A gag quiz from 1985 says a lot about how we talk about gentrification

Share

The more things change, the more they stay the same. Or so it would seem — at least when it's related to the very hot topic of gentrification in San Francisco.

John Metcalfe over at Citylab points us to a terrific old newspaper clip that ran in the San Francisco Chronicle in 1985. Dug up by Devin McCutchen, a doctoral candidate in history at UCLA, it's a gag gentrification quiz that allowed residents of the city to tally the yuppie quotient of their neighborhood.

Gourmet cookie shops, cheese shops selling Argentine Parmesan and newsstands plying the London Times and the Village Voice all drew a high of 10 points apiece, as did restaurants that served seafood "flown in from the East Coast daily." Aerobics gyms and designer chocolate "shoppes" each earned 5 points. (You can see the whole quiz at the bottom of this post.) A video rental outlet scored just two points.

The quiz is funny since it is both of-the-moment and totally out-of-date. We live in a time when everyone and his mother has written or is currently writing a think-piece about gentrification in San Francisco. But no longer does the American petite bourgeoisie fetishize jet-setting seafood (now it's local, local, local). Nor do they rent videos (hello, streaming) or do aerobics (burpees at CrossFit, or don't even bother talking about what kind of unfashionable exercise you do.)
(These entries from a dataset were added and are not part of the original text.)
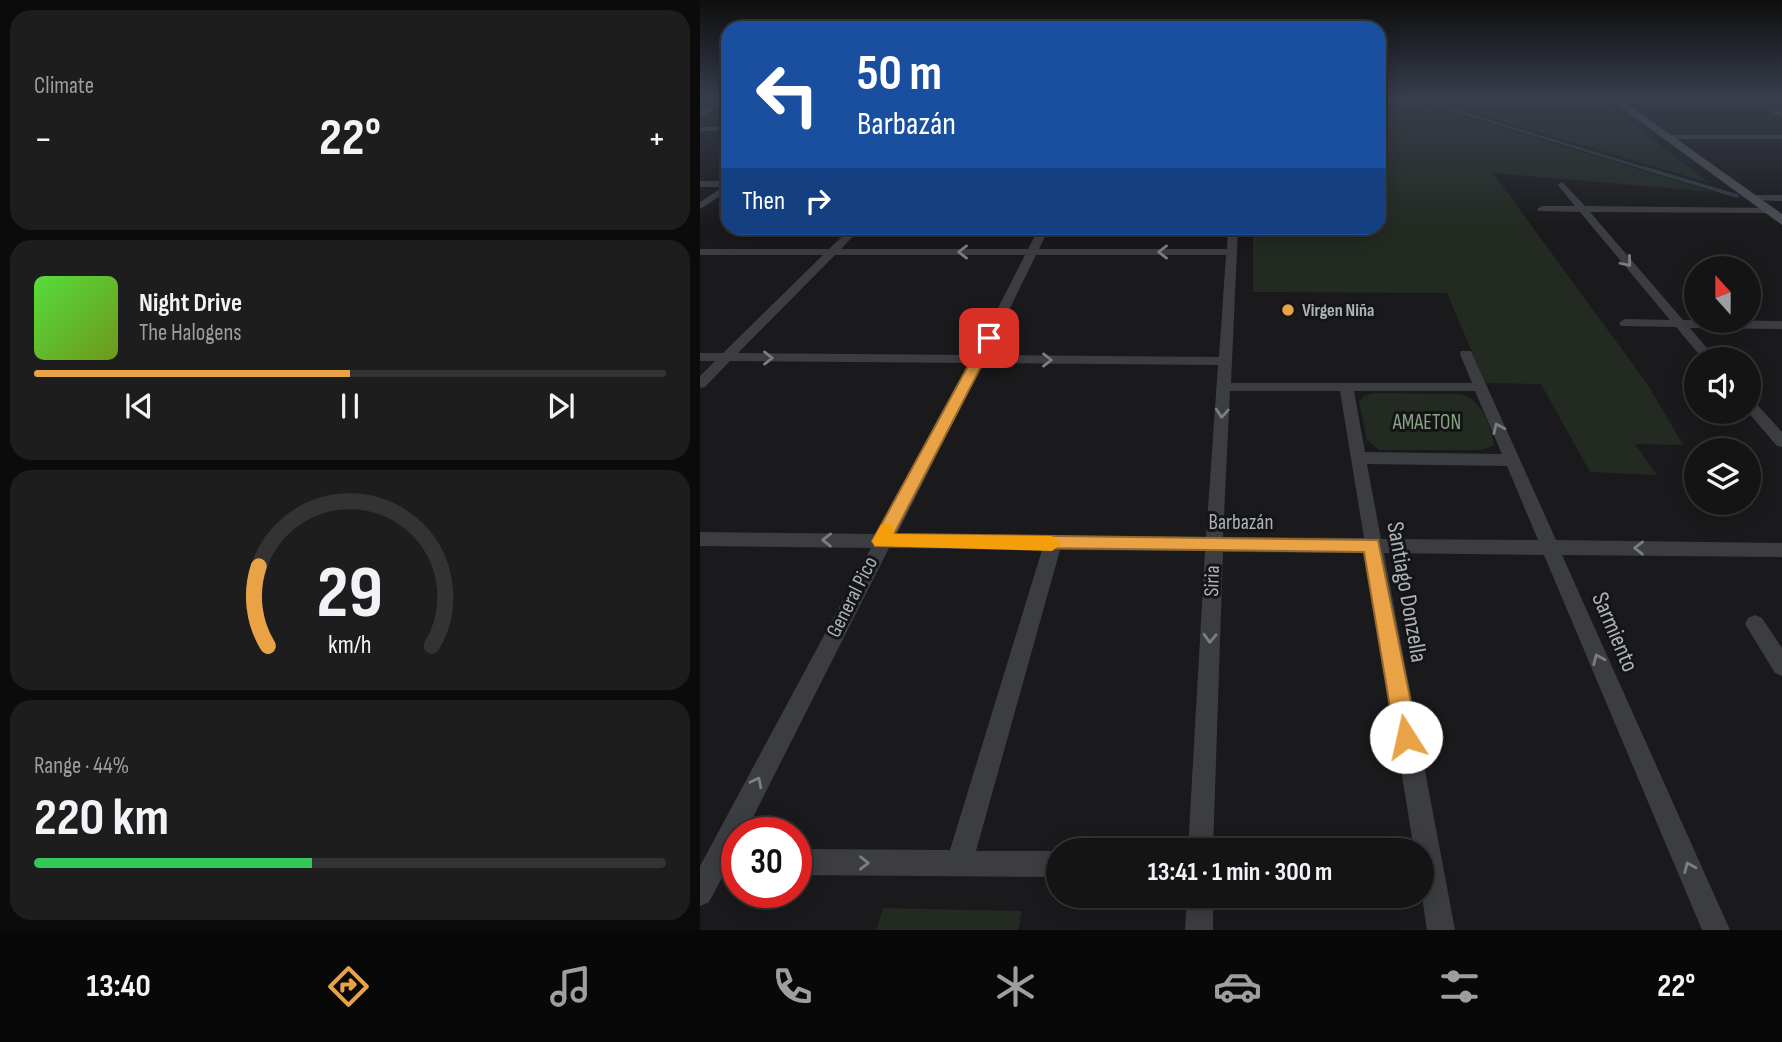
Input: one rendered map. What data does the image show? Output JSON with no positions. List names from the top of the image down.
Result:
{
  "streets": {
    "street": [
      "Barbazán",
      "Siria",
      "Santiago Donzella",
      "General Pico",
      "Sarmiento"
    ]
  },
  "crossings": [
    ["Barbazán", "Siria"],
    ["Barbazán", "Santiago Donzella"],
    ["Barbazán", "General Pico"],
    ["Barbazán", "Sarmiento"]
  ],
  "one_way": [
    "Barbazán",
    "Siria",
    "General Pico",
    "Sarmiento"
  ],
  "parks": ["AMAETON"],
  "places": ["Virgen Niña"],
  "north": "top",
  "page": {
    "tile": [
      "Climate",
      ["Range · 44%", "220 km"]
    ],
    "turn": ["50 m", "Barbazán"],
    "heat": ["−", "22°", "+"],
    "then": "Then",
    "song": ["Night Drive", "The Halogens"],
    "limit": "30",
    "trip": "13:41 · 1 min · 300 m",
    "tabs": ["13:40", "22°"],
    "gauge": ["29", "km/h"]
  }
}
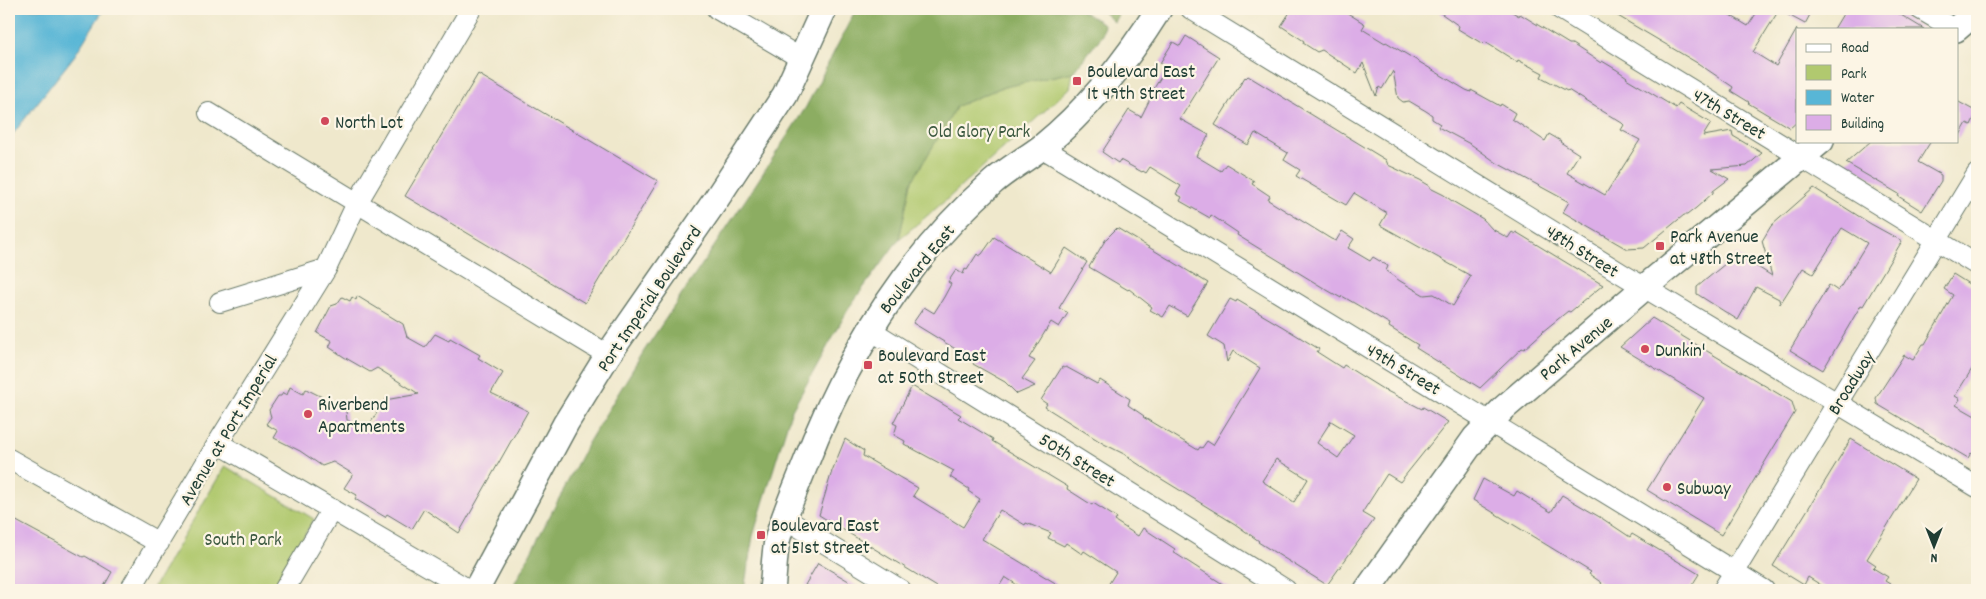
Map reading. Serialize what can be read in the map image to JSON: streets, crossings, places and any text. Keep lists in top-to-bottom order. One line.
{"streets":{"main road":["Boulevard East","Port Imperial Boulevard","Park Avenue"],"street":["47th Street","48th Street","49th Street","Broadway","Avenue at Port Imperial","50th Street"]},"crossings":[["47th Street","Park Avenue"],["47th Street","Broadway"],["48th Street","Park Avenue"],["48th Street","Broadway"],["Boulevard East","49th Street"],["Boulevard East","50th Street"],["Park Avenue","49th Street"],["49th Street","Broadway"]],"parks":["Old Glory Park","South Park"],"places":{"transit":["Boulevard East 1t 49th Street","Park Avenue at 48th Street","Boulevard East at 50th Street","Boulevard East at 51st Street"],"other":["North Lot","Dunkin'","Riverbend Apartments","Subway"]},"legend":["Road","Park","Water","Building"],"north":"bottom"}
For his Ph.D., McCutchen has been studying San Francisco's urban planning during the postwar years, from the 1940s to the '70s. It was in doing some research at San Francisco's Planning Department (where he is working this summer) that he came across a binder full of old clips on gentrification, including the quiz, which he promptly tweeted. The piece struck him because it was funny. But also because it represented a shift in the ways that gentrification had been historically discussed.

"In the '70s, the battles weren't about neighborhood gentrification," he explains. "It was about downtown development. It was a conversation about the skyline — the skyline as a symbol of how the city was changing to serve a particular type of white-collar work. The Transamerica tower was a big part of this. You had battles about height limitations and wind effects, etc. It was all this modern and postmodern high-rise construction. And that was a proxy conversation for how the city was changing, in the same way that the Google bus is a proxy for those conversations today."

"Into the 1970s, there is a lot of talk about the anti-Manhattan-ization of the city," adds McCutchen (whose family hails from the Bay Area). "You had all these stories about the replacement of single-room-occupancy buildings being knocked down to put up towers, and stories about old pensioners who are no longer going to have space. But there was a moment when this type of story became about the commercial storefronts: the gourmet cheese shop and other things that the wealthy can afford."

At its core, these debates — whether it's about highfalutin cheese or big and boxy office towers — are about the same thing: how cities change and who that change will benefit most in the end. In other words, it's hardly new. As long as we have cities, it's a debate we will continue to have — and not just in San Francisco.